In this second lecture, I wish to talk about the dichotomy between structure and randomness as it manifests itself in four closely related areas of mathematics:

  • Combinatorial number theory, which seeks to find patterns in unstructured dense sets (or colourings) of integers;
  • Ergodic theory (or more specifically, multiple recurrence theory), which seeks to find patterns in positive-measure sets under the action of a discrete dynamical system on probability spaces (or more specifically, measure-preserving actions of the integers {\Bbb Z});
  • Graph theory, or more specifically the portion of this theory concerned with finding patterns in large unstructured dense graphs; and
  • Ergodic graph theory, which is a very new and undeveloped subject, which roughly speaking seems to be concerned with the patterns within a measure-preserving action of the infinite permutation group S_\infty, which is one of several models we have available to study infinite “limits” of graphs.

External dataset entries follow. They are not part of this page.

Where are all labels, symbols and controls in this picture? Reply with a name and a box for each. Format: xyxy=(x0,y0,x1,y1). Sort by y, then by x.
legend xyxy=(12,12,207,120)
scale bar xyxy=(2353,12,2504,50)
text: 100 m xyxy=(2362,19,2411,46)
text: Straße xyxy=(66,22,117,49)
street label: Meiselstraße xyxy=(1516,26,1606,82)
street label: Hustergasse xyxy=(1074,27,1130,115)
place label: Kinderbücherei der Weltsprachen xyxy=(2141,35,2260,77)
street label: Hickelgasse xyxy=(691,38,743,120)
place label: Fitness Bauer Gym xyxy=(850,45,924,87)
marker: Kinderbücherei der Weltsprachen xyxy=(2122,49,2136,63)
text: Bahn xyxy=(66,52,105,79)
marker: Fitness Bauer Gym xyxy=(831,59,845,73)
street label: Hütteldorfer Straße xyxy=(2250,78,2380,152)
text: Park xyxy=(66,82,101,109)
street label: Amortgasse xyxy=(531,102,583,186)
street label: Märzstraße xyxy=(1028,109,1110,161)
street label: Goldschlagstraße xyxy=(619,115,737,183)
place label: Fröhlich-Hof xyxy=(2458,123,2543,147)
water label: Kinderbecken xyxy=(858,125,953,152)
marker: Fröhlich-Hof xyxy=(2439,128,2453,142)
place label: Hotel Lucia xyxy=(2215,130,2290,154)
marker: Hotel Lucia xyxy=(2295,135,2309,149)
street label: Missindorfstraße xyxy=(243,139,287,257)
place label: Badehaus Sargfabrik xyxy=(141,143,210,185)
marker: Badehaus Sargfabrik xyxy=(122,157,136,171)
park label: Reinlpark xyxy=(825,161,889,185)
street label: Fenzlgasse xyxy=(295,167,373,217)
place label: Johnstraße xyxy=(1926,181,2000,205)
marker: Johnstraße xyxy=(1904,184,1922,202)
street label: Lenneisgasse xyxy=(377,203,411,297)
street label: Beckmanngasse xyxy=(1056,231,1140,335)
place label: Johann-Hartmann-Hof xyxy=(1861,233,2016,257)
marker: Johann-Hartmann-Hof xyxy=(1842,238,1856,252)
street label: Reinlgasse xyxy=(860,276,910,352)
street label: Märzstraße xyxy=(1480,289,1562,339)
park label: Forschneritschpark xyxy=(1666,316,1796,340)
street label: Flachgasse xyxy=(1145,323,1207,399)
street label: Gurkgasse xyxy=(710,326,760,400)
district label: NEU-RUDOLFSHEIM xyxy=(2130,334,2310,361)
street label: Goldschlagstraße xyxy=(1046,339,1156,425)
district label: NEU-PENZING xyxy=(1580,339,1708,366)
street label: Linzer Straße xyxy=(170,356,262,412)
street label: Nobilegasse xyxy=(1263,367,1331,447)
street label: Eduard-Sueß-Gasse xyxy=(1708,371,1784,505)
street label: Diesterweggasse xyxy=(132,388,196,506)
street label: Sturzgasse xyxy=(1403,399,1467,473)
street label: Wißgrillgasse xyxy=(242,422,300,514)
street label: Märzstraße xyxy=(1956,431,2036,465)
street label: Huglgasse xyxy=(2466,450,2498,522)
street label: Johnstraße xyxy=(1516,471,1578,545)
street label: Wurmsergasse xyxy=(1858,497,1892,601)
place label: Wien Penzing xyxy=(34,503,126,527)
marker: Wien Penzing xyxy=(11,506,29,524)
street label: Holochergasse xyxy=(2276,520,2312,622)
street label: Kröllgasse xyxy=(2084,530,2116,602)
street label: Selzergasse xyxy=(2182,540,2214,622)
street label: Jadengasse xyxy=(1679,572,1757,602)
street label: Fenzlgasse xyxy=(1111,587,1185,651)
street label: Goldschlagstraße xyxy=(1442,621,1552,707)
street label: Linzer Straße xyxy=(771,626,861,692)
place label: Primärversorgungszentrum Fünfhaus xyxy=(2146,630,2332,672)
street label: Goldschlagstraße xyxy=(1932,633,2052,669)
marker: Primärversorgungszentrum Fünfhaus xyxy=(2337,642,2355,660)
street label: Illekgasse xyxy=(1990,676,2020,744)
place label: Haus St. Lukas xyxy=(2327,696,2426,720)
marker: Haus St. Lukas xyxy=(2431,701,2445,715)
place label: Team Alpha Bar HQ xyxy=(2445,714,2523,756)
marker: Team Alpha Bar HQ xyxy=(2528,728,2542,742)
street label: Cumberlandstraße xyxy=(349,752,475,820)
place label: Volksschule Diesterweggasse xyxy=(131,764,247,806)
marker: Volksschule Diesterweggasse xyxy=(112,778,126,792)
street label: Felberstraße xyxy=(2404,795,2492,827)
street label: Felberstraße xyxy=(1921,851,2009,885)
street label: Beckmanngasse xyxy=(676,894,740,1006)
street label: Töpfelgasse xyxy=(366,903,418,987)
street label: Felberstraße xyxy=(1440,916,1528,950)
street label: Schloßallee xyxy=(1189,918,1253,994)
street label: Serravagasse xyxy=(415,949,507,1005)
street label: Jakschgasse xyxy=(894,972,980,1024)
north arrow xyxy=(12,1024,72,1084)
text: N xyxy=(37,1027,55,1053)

The two “discrete” (or “finitary”, or “quantitative”) fields of combinatorial number theory and graph theory happen to be related to each other, basically by using the Cayley graph construction; I will give an example of this shortly. The two “continuous” (or “infinitary”, or “qualitative”) fields of ergodic theory and ergodic graph theory are at present only related on the level of analogy and informal intuition, but hopefully some more systematic connections between them will appear soon.

On the other hand, we have some very rigorous connections between combinatorial number theory and ergodic theory, and also (more recently) between graph theory and ergodic graph theory, basically by the procedure of viewing the infinitary continuous setting as a limit of the finitary discrete setting. These two connections go by the names of the Furstenberg correspondence principle and the graph correspondence principle respectively. These principles allow one to tap the power of the infinitary world (for instance, the ability to take limits and perform completions or closures of objects) in order to establish results in the finitary world, or at least to take the intuition gained in the infinitary world and transfer it to a finitary setting. Conversely, the finitary world provides an excellent model setting to refine one’s understanding of infinitary objects, for instance by establishing quantitative analogues of “soft” results obtained in an infinitary manner. I will remark here that this best-of-both-worlds approach, borrowing from both the finitary and infinitary traditions of mathematics, was absolutely necessary for Ben Green and I in order to establish our result on long arithmetic progressions in the primes. In particular, the infinitary setting is excellent for being able to rigorously define and study concepts (such as structure or randomness) which are much “fuzzier” and harder to pin down exactly in the finitary world.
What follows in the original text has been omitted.